[Collected data]
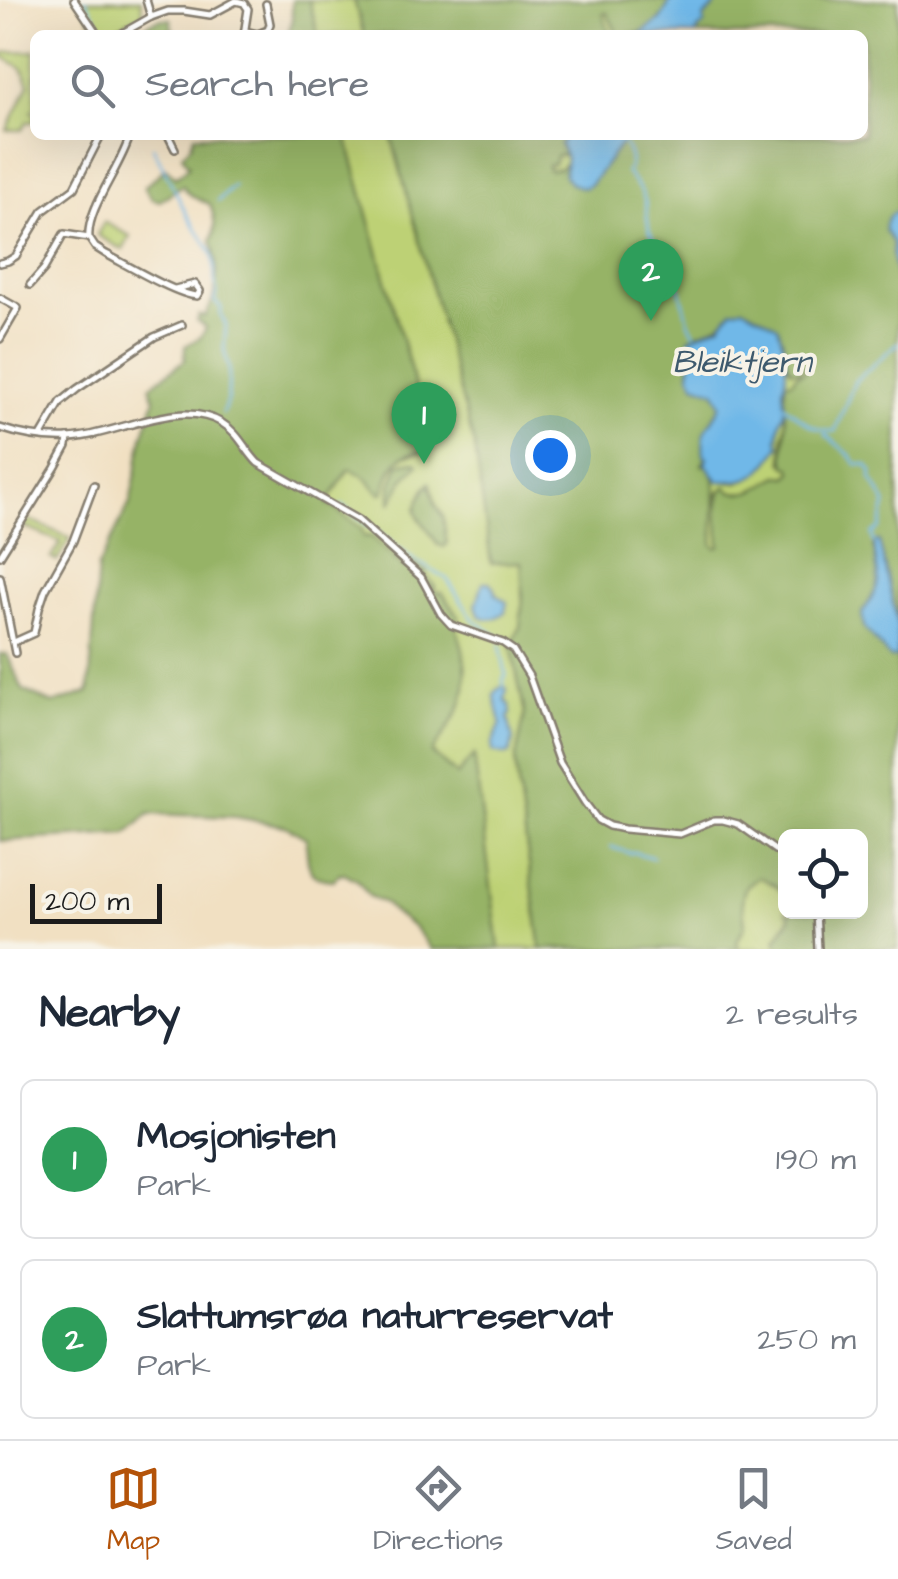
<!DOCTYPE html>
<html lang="en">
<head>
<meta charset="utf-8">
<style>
	:root { --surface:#fff; --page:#f6f6f7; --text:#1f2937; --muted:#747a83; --line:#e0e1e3; --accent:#b45309 }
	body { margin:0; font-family:"Architects Daughter",sans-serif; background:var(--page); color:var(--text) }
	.controls { position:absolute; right:30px; bottom:30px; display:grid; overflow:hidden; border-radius:15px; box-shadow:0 10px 40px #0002 }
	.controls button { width:90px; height:90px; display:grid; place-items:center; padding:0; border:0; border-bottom:2px solid var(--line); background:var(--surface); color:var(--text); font:50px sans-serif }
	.scale { position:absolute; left:30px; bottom:25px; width:132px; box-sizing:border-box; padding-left:10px; border:5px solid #1c1c1c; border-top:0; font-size:28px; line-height:35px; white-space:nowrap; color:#1c1c1c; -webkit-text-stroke:8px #f7f3e8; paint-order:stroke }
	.you { position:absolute; left:550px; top:455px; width:35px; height:35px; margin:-25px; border:8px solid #fff; border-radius:50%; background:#1a73e8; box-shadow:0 0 0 15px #1a73e833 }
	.badge { display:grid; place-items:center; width:65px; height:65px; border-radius:50%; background:var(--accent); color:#fff; font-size:32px; font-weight:700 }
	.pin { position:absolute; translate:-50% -82px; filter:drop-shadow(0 2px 5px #0008) }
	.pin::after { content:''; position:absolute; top:52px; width:35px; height:30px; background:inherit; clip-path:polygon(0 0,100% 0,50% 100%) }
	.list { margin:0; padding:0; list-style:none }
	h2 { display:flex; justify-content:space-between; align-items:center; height:130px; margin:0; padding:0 40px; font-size:42px }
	h2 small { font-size:32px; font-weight:400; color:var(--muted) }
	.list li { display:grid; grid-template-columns:65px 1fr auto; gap:30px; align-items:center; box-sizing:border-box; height:160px; margin:0 20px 20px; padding:0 20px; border:2px solid var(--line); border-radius:15px }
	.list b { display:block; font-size:38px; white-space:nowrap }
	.list p { margin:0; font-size:32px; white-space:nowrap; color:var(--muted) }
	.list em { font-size:32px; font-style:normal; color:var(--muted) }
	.icon { flex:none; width:55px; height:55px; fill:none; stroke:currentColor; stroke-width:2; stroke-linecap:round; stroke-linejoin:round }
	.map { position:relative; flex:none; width:898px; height:949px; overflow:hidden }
	.search { position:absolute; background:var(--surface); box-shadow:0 10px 40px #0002; left:30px; right:30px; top:30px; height:110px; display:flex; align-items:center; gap:25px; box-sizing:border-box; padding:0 35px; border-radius:15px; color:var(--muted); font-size:38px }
	.sheet { height:490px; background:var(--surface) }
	nav { display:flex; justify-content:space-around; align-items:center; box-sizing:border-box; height:140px; border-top:2px solid var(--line); background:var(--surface); font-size:28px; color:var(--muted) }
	nav a { display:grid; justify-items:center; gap:5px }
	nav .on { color:var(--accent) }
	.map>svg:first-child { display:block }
	.green { fill:#bdd175; stroke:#6c7648; stroke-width:2.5; fill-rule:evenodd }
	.forest { fill:#96b366; stroke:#596841; stroke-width:2.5; fill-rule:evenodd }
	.water { fill:#70b8e8; stroke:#466a82; stroke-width:2.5 }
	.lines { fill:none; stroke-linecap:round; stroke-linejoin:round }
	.stream { stroke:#70b8e8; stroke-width:2.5 }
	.street-casing { stroke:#867e6f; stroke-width:10 }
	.street { stroke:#fff; stroke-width:5 }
	.labels { text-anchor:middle; stroke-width:8; stroke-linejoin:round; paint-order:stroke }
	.water-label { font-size:32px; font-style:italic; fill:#3e5a6e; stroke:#f7f3e8 }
</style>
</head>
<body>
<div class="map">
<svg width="898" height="949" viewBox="0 0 898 949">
	<rect width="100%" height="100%" fill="#f7f3e8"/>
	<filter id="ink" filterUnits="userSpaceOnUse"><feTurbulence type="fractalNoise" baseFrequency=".01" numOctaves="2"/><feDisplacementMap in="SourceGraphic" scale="20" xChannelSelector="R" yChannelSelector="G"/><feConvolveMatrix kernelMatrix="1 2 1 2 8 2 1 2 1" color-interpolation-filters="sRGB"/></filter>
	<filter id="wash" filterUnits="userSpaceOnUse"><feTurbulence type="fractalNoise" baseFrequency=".0048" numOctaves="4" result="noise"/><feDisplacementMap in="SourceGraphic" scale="40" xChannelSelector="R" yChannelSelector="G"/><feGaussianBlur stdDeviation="2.25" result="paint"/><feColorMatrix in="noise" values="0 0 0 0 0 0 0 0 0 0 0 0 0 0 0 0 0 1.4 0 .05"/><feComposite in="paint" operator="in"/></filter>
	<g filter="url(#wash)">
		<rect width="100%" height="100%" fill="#f1e0c2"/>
		<g class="green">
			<polygon points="78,0 141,0 143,14 106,33 99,32"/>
			<path d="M 309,0 L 898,0 L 898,248 L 787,422 L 783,438 L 783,462 L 791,467 L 792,472 L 788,477 L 779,476 C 759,485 755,497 730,491 L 727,487 L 719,491 L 717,505 L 720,546 L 717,548 L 713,545 L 714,477 C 742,494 765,469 780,446 L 777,441 L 779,436 L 700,423 L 523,598 L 520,627 L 511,645 L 525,714 L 515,762 L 541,949 L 499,949 L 474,757 L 457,775 L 432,753 L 461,705 L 438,594 L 409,566 L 405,568 L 371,536 L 366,537 L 327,503 L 348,470 L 351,469 L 365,477 L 371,484 L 388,478 C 404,443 409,462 432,448 L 346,135 L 863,135 L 863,35 L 318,35 ZM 431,484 L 435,503 L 443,517 L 437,544 L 416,509 L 426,487 Z"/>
			<polygon points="35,49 35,107 32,112 35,114 35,122 27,122 22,130 7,130 29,84 22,68 0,55 8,52 34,51"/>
			<polygon points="104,222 130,236 123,250 97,235"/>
			<polygon points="25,518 70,538 57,561 51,558 61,542 22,526"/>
			<polygon points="759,877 775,885 785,894 786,912 789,912 790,918 776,940 779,949 739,949 737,942 745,925 742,900 745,888"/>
		</g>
		<g class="forest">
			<polygon points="292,0 309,0 318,35 288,35 292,19"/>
			<path d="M 354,0 L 671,0 C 660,27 646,35 618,35 L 607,13 L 603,14 L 610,35 L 364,35 Z"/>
			<path d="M 718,0 L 898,0 L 898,626 L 879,541 L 873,546 L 878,565 L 879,589 L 897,657 L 898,648 L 898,949 L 779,949 L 776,940 L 790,919 L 789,912 L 860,912 L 860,836 L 786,836 L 785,894 L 775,885 L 759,877 L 745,888 L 742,900 L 745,925 L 737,942 L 739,949 L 541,949 L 515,762 L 525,714 L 511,645 L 520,627 L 523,597 L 521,562 L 491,563 L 475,448 L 391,135 L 566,135 L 560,144 L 564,155 L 557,155 L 554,164 L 548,165 L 549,170 L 561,168 L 566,162 L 566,167 L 605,165 L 627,135 L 863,135 L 863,35 L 696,35 L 704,17 ZM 743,307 C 762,317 781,324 784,347 C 786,358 785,361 791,370 L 799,371 L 804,364 L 807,370 L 796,375 L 792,381 L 786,382 C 781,400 787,409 786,424 C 786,439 782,452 786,466 L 791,467 L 792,473 L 788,477 L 779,476 C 760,485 755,497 730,491 L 727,487 L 724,487 C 713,503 719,527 720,546 L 717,548 L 713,545 L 715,487 L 714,477 L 708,466 L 702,465 L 707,456 L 704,433 L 722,404 L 715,391 L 690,373 L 695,334 C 718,328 724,319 743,307 Z"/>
			<polygon points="160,19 171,19 173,35 143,35 141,31 148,24"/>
			<path d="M 194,135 L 346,135 L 432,448 C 417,456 431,450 415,452 C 394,455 389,475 383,493 L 380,493 L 365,477 L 351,469 L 348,470 L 327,503 L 362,529 L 362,533 L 365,537 L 371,536 L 404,568 L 413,564 L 426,572 L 425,574 L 435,587 L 433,589 L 438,594 L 442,592 L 459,617 L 455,625 C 465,648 470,680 461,704 C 455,721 441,737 432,753 L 457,775 L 474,755 L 499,949 L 431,949 L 415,928 L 394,913 L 385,903 L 369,896 L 357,880 L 344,873 L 339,874 L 334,880 C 304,880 308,861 306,838 L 285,826 L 236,817 L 149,814 L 127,834 L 0,841 L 0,654 L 7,654 L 23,690 L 53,704 L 89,692 L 98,567 L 130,503 L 143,437 L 155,399 L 150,386 L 185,360 L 185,346 L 201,337 L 206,328 L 197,321 L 199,315 L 205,317 C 218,294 220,266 211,241 C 217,229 214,216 210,204 C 199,200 187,196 183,185 L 160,201 L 152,199 L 144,187 L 166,168 L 176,177 L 189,166 L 182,155 L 191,145 Z"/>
			<polygon points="407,462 416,462 418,465 404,479 391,504 391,485 399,464"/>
			<path d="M 430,483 L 435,503 L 443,517 L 447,544 L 444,547 L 437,544 C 422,514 403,519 430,483 Z"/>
		</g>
		<g class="water">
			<polygon points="671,0 718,0 714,8 704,17 704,25 699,28 696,35 638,35 660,20"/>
			<polygon points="566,135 627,135 591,184 584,188 571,184 564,175 566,158 560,144"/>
			<polygon points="898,210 898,283 892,256 893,243 885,231 885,224 889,216"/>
			<path d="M 743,307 L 778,326 L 785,352 L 786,376 L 783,390 L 785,411 L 781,420 L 778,439 L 780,446 C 762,473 753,484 718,481 L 705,463 L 707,457 L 704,455 C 700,425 712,427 721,404 L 715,391 L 695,384 L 690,373 L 692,358 L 689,338 L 720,325 L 732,310 Z"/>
			<path d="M 879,541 L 898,626 L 897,657 L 890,658 L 864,627 L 862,613 C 887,577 876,581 874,542 Z"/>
			<path d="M 483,582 L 490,582 L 494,587 L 496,595 L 507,602 L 505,612 C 496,619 490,621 480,616 L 476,606 Z"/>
			<polygon points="504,686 507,689 505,700 510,705 511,714 508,717 513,740 510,753 507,755 493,752 492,745 501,723 494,694 498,689"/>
		</g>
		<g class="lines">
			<g class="stream">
				<polyline points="86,0 104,33"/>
				<path d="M 621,142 C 629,151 635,162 626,172 L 641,191 L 645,201 L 649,230 L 679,286 L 689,322 L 695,334"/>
				<polyline points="153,147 172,185"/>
				<path d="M 174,188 C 179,198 183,209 189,218 C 197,231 206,240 212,254 C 216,265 212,275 216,287"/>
				<polyline points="218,201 234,186"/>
				<polyline points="217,290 214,301 221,307 221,315 226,325 224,350 229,369 228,397 223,413"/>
				<path d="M 784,405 C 799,417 815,433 835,431 L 855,381 L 898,343"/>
				<polyline points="825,434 851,456 856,464 867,465 872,472 871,478 886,504 880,528 872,534 874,542"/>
				<polyline points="342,505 411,558 447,579 473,619 500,638"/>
				<polyline points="500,645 506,675 503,680 504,686"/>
				<polyline points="611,847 630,853 633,852 654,858"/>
			</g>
		</g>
	</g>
	<g filter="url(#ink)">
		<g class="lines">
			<defs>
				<g id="street">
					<polyline points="74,0 98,35"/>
					<polyline points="146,0 151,17"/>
					<polyline points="236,1 244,3 248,9 244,35"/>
					<polyline points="245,31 258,34 268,30 270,24 266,4"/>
					<polyline points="119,35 151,17 168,11 184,11 210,15 236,1"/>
					<path d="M 130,135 C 122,166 86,209 89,238 L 95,247 L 106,254 C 127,265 177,295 197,296 L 200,291 L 195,284 L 175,289"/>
					<polyline points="168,135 175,149"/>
					<polyline points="0,263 8,261 16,256 43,211 74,188 101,135"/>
					<polyline points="30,285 44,269 64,234 89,238"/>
					<polyline points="0,298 18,308 0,339"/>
					<path d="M 0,428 C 21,435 47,439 69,438 C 116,436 178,397 222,423 C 239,433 245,450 258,463 L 358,520 L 421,577 L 441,614 L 451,625 L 503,643 L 513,650 L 529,676 L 560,763 L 585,803 L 598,820 L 609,826 L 624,829 L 680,834 L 714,820 L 723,820 L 738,824 L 786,858"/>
					<polyline points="41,436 61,402 77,389 154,337 182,325"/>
					<polyline points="0,556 55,468 67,446 68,438"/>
					<polyline points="0,577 15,653"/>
					<polyline points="14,642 34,633 39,609 45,591 73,541 94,485"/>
					<polyline points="816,912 818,949"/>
				</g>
			</defs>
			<use href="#street" class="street-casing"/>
			<use href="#street" class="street"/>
		</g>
	</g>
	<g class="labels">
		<g class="water-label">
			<text x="742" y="372">Bleiktjern</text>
		</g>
	</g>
</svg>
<div class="controls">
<button><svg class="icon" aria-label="locate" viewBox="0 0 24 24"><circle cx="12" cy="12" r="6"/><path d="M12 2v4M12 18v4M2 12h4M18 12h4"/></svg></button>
</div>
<div class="scale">200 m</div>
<div class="you"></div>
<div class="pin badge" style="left:424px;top:464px;background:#2e9e5b">1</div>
<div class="pin badge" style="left:651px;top:321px;background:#2e9e5b">2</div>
<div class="search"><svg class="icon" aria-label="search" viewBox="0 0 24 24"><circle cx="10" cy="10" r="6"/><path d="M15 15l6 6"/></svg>Search here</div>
</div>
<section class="sheet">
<h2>Nearby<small>2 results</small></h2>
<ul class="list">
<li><span class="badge" style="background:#2e9e5b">1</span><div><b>Mosjonisten</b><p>Park</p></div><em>190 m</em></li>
<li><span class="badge" style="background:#2e9e5b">2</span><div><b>Slattumsrøa naturreservat</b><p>Park</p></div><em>250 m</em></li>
</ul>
</section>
<nav>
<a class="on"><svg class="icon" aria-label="map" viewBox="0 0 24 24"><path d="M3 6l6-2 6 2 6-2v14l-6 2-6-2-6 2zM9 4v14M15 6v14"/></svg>Map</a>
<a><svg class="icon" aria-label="directions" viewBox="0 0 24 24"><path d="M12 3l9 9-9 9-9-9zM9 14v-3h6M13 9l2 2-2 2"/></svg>Directions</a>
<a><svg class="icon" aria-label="saved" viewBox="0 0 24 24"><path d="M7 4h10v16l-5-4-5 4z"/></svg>Saved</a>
</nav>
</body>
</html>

Required action:
Take the lines above from the one containing "position:absolute; translate:-50% -82px;" down to the one containing "fill:none; stroke-linecap:round; stroke-linejoin:round", and transcribe them exactly, both ends included.

Completed exercise:
	.pin { position:absolute; translate:-50% -82px; filter:drop-shadow(0 2px 5px #0008) }
	.pin::after { content:''; position:absolute; top:52px; width:35px; height:30px; background:inherit; clip-path:polygon(0 0,100% 0,50% 100%) }
	.list { margin:0; padding:0; list-style:none }
	h2 { display:flex; justify-content:space-between; align-items:center; height:130px; margin:0; padding:0 40px; font-size:42px }
	h2 small { font-size:32px; font-weight:400; color:var(--muted) }
	.list li { display:grid; grid-template-columns:65px 1fr auto; gap:30px; align-items:center; box-sizing:border-box; height:160px; margin:0 20px 20px; padding:0 20px; border:2px solid var(--line); border-radius:15px }
	.list b { display:block; font-size:38px; white-space:nowrap }
	.list p { margin:0; font-size:32px; white-space:nowrap; color:var(--muted) }
	.list em { font-size:32px; font-style:normal; color:var(--muted) }
	.icon { flex:none; width:55px; height:55px; fill:none; stroke:currentColor; stroke-width:2; stroke-linecap:round; stroke-linejoin:round }
	.map { position:relative; flex:none; width:898px; height:949px; overflow:hidden }
	.search { position:absolute; background:var(--surface); box-shadow:0 10px 40px #0002; left:30px; right:30px; top:30px; height:110px; display:flex; align-items:center; gap:25px; box-sizing:border-box; padding:0 35px; border-radius:15px; color:var(--muted); font-size:38px }
	.sheet { height:490px; background:var(--surface) }
	nav { display:flex; justify-content:space-around; align-items:center; box-sizing:border-box; height:140px; border-top:2px solid var(--line); background:var(--surface); font-size:28px; color:var(--muted) }
	nav a { display:grid; justify-items:center; gap:5px }
	nav .on { color:var(--accent) }
	.map>svg:first-child { display:block }
	.green { fill:#bdd175; stroke:#6c7648; stroke-width:2.5; fill-rule:evenodd }
	.forest { fill:#96b366; stroke:#596841; stroke-width:2.5; fill-rule:evenodd }
	.water { fill:#70b8e8; stroke:#466a82; stroke-width:2.5 }
	.lines { fill:none; stroke-linecap:round; stroke-linejoin:round }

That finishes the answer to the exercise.